Consistent with PROMIS scoring algorithms, response pattern scoring on the SF-4, CAT-4, and CAT 5/6 were estimated using expected a posteriori (EAP) estimation, with a linear transformation to place the scores on a T-score metric. We tested differences in PROMIS Pediatric T-scores between the forms (SF-4, CAT-4, CAT-5/6) with the dependent samples t-test (i.e. paired t-test) to examine if their scores differed statistically based on the type of form. We hypothesized the mean scores would not be statistically different. Association of scores from the different forms was estimated with intra-class correlations (ICCs) for absolute agreement by using mixed linear models [Reference Liu, Tang and Chen25]. We expect the SF and CAT scores to be highly correlated, as they are derived from the same item bank and measure the same construct; in some cases, both versions being compared included the same item(s). Descriptive statistics are used to summarize floor and ceiling effects among the three forms. Supplementary Table 1 shows how the minimum and maximum scores for each domain (used to determine floor and ceiling effects) vary by CAT and SF administration.

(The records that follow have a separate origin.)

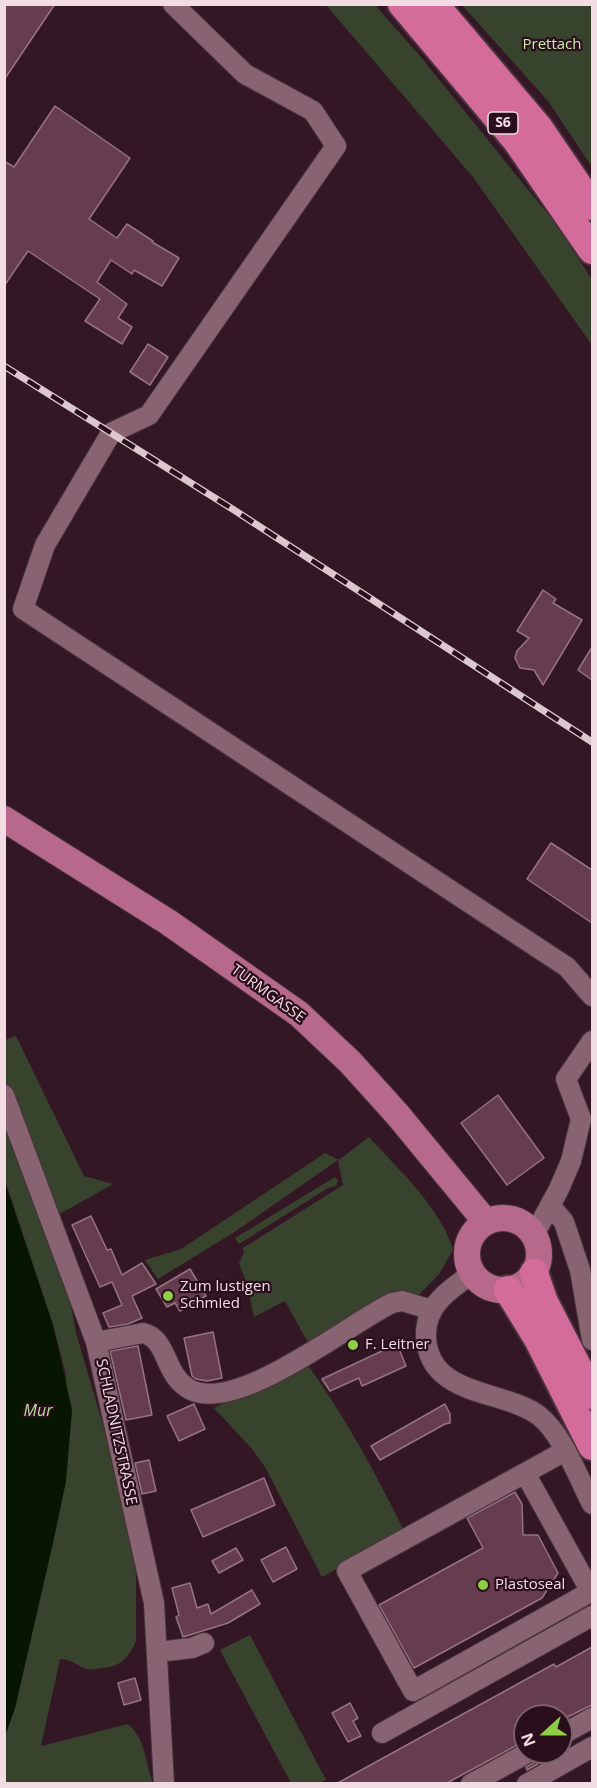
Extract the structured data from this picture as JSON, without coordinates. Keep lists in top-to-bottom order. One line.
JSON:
{"streets":{"highway":["S6"],"main road":["TURMGASSE"],"street":["SCHLADNITZSTRASSE"]},"water":["Mur"],"parks":["Prettach"],"places":["Zum lustigen Schmied","F. Leitner","Plastoseal"],"north":"left"}
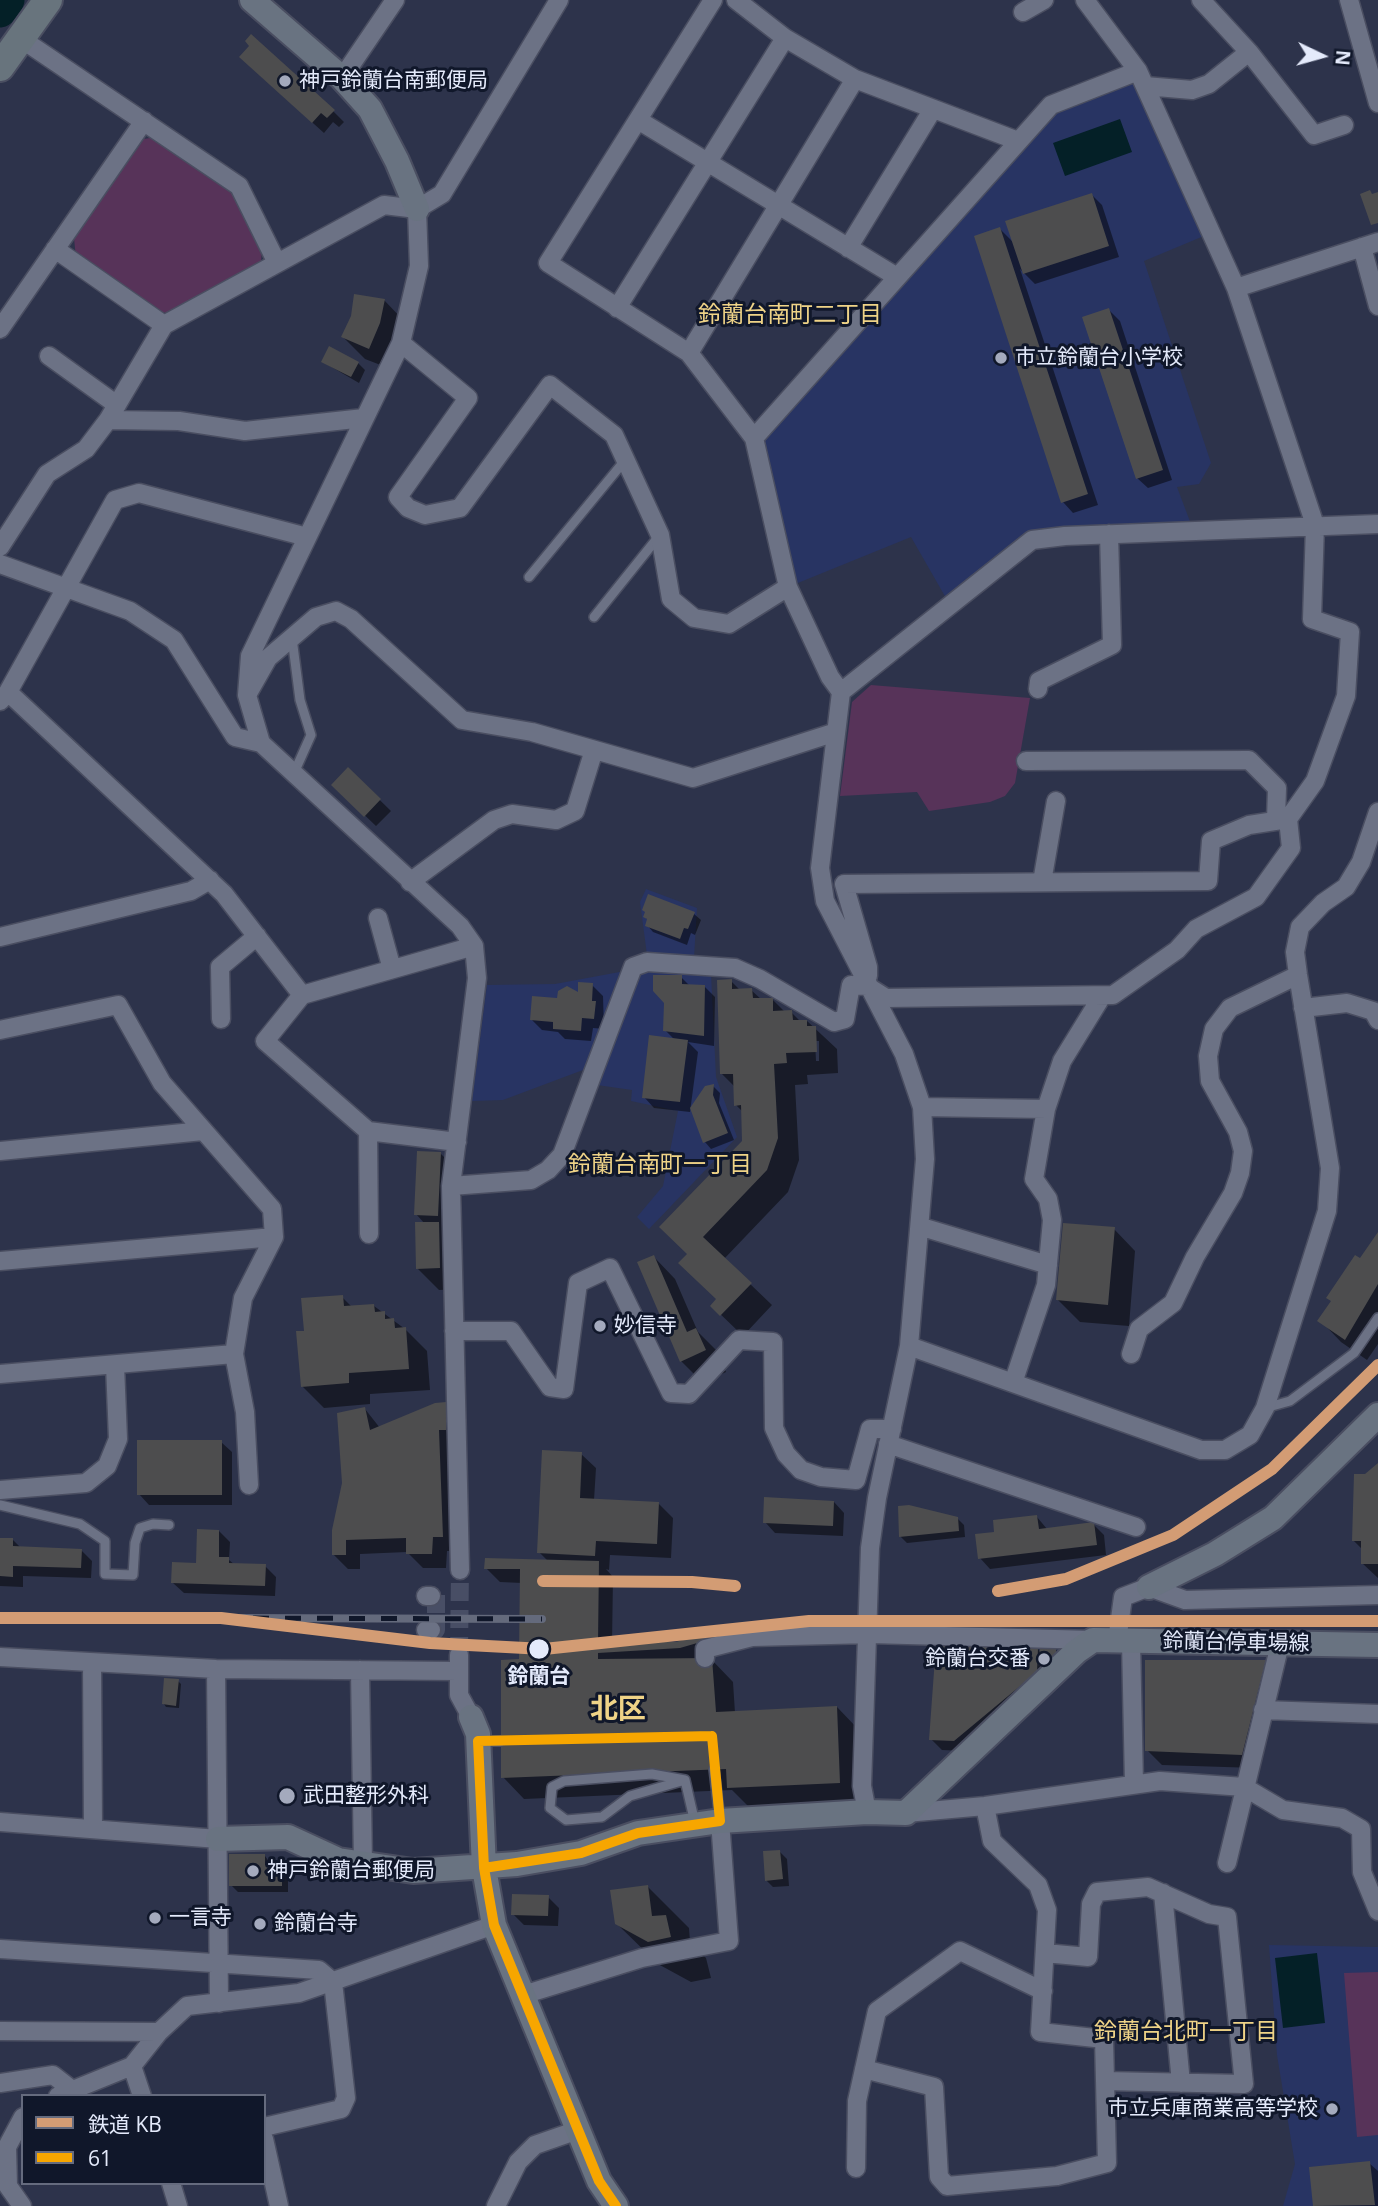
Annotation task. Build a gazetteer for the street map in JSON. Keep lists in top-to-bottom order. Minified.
{"streets":{"street":["鈴蘭台停車場線"]},"districts":["鈴蘭台南町二丁目","鈴蘭台南町一丁目","北区","鈴蘭台北町一丁目"],"places":["神戸鈴蘭台南郵便局","市立鈴蘭台小学校","妙信寺","鈴蘭台","鈴蘭台交番","武田整形外科","神戸鈴蘭台郵便局","一言寺","鈴蘭台寺","市立兵庫商業高等学校"],"lines":["rail line KB","transit line 61"],"legend":["鉄道 KB","61"],"north":"right"}
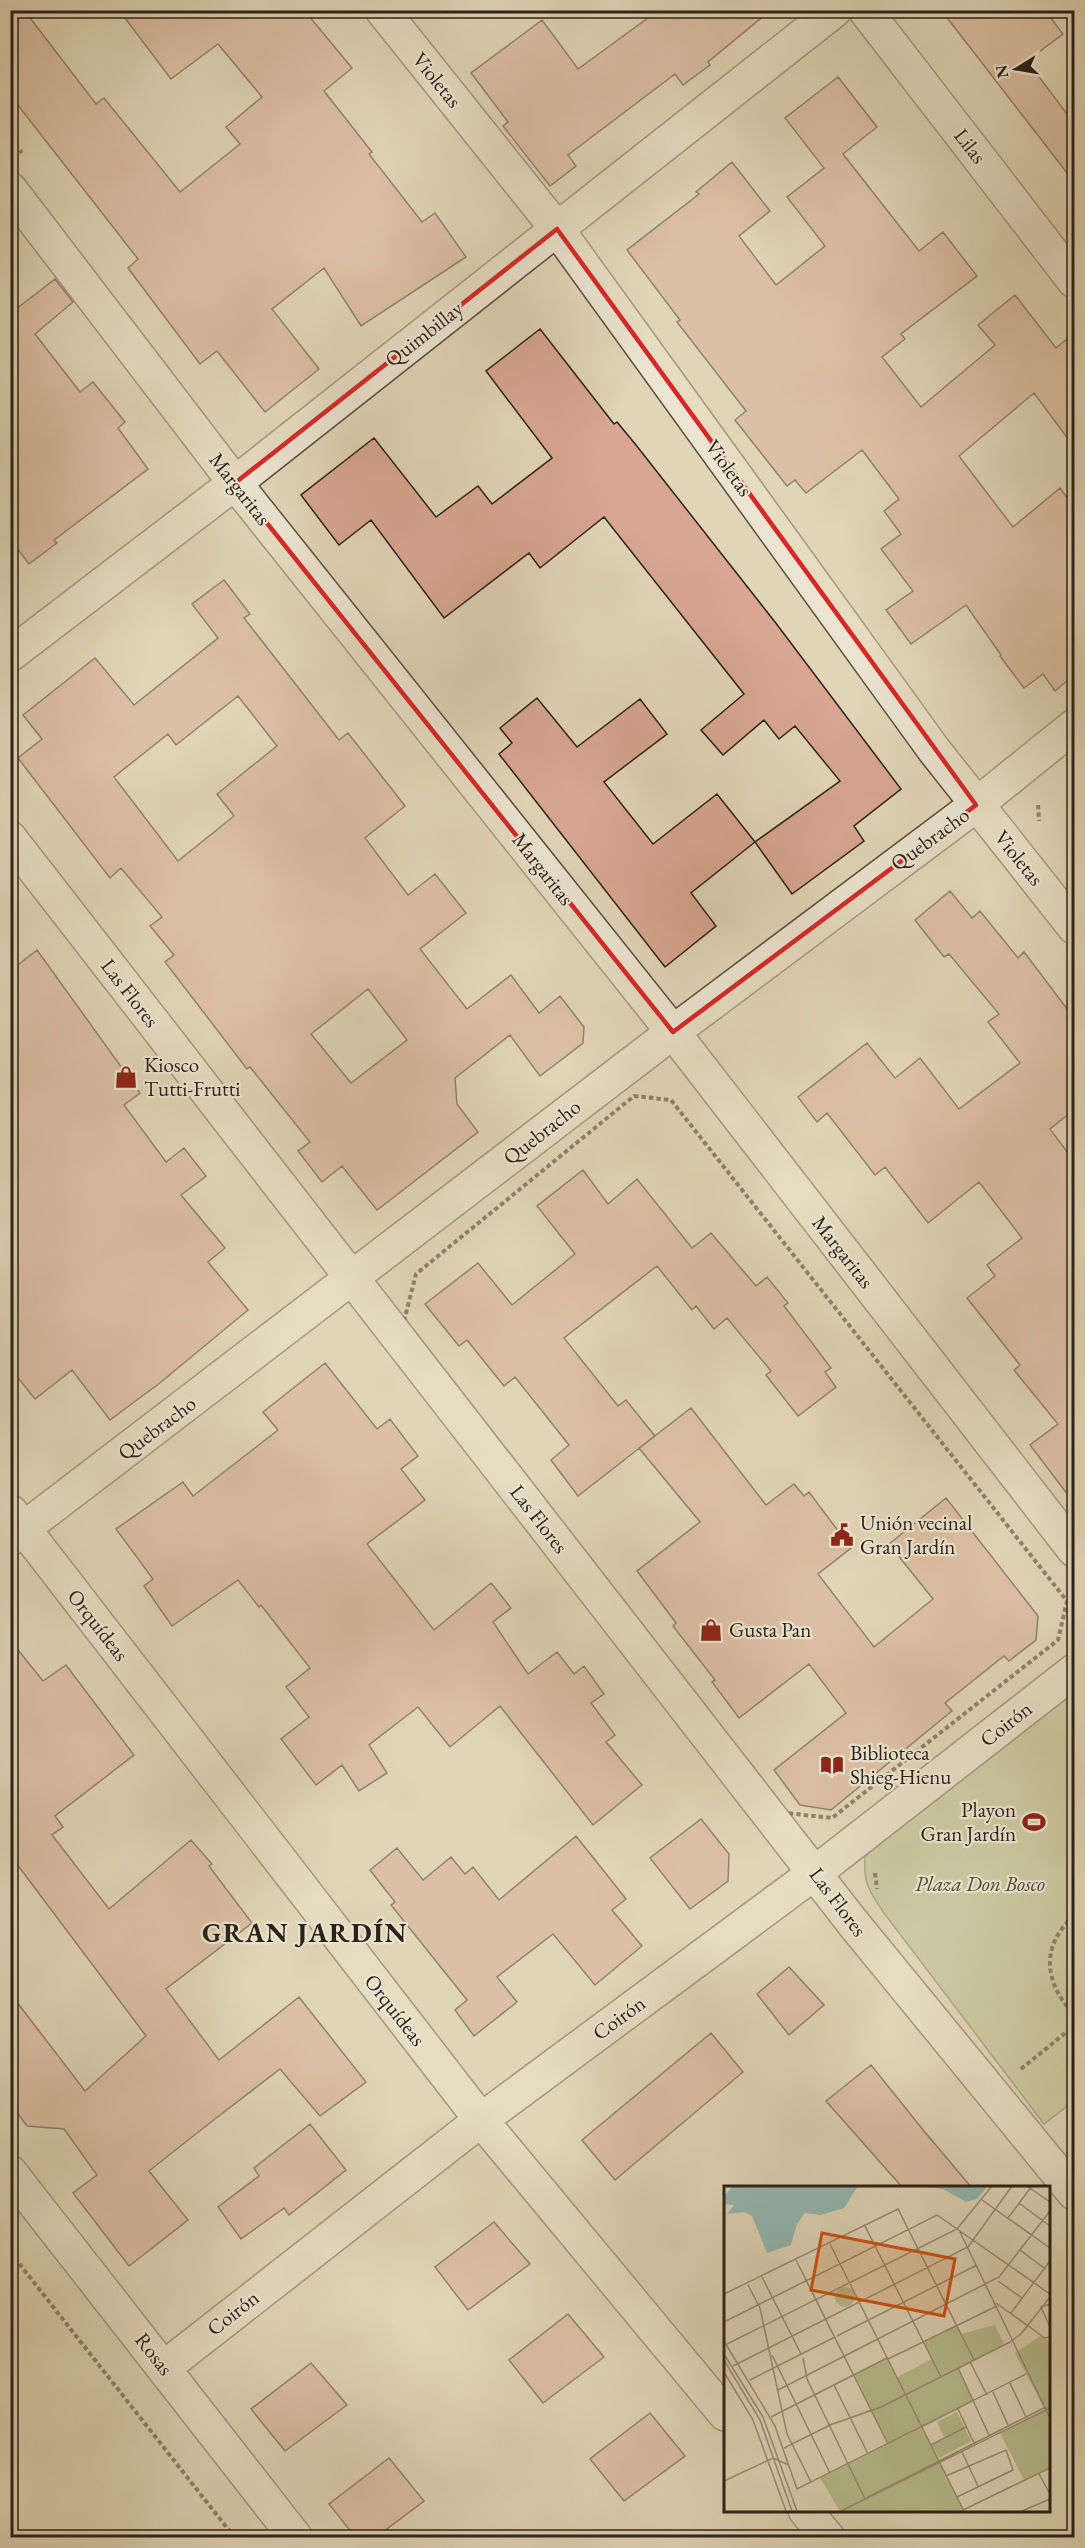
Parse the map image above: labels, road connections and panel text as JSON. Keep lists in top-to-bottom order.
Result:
{
  "streets": {
    "street": [
      "Violetas",
      "Lilas",
      "Quimbillay",
      "Margaritas",
      "Quebracho",
      "Las Flores",
      "Orquídeas",
      "Coirón",
      "Rosas"
    ]
  },
  "crossings": [
    ["Violetas", "Quimbillay"],
    ["Violetas", "Quebracho"],
    ["Quimbillay", "Margaritas"],
    ["Margaritas", "Quebracho"],
    ["Quebracho", "Las Flores"],
    ["Quebracho", "Orquídeas"],
    ["Las Flores", "Coirón"],
    ["Orquídeas", "Coirón"],
    ["Coirón", "Rosas"]
  ],
  "districts": ["GRAN JARDÍN"],
  "parks": ["Plaza Don Bosco"],
  "places": {
    "shop": ["Kiosco Tutti-Frutti", "Gusta Pan"],
    "public building": ["Unión vecinal Gran Jardín"],
    "library": ["Biblioteca Shieg-Hienu"],
    "sports": ["Playon Gran Jardín"]
  },
  "north": "left"
}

We estimated SEM differences among the three forms (SF-4, CAT-4, CAT-5/6) with a dependent samples t-test in order to test the relative precision of the different forms. In item response theory, the SEM varies conditionally on the level of the construct (i.e., PROMIS domain) being measured and is inversely related to reliability (precision). The magnitude of SEM depends on the item parameters and the number of administered items. We expected the SEM to be lowest for the CAT-5/6 and the SF-4 to have the highest SEM. Graphically, we present SEM plots for each form for each PROMIS Pediatric symptom domain. To test this, we first performed an ANOVA for an omnibus test for each PROMIS Pediatric domain to see if the average SEMs are different among the three forms. If we found there were statistically significant differences, then we ran post-hoc pairwise comparisons between each form by testing if the difference in means is different from zero.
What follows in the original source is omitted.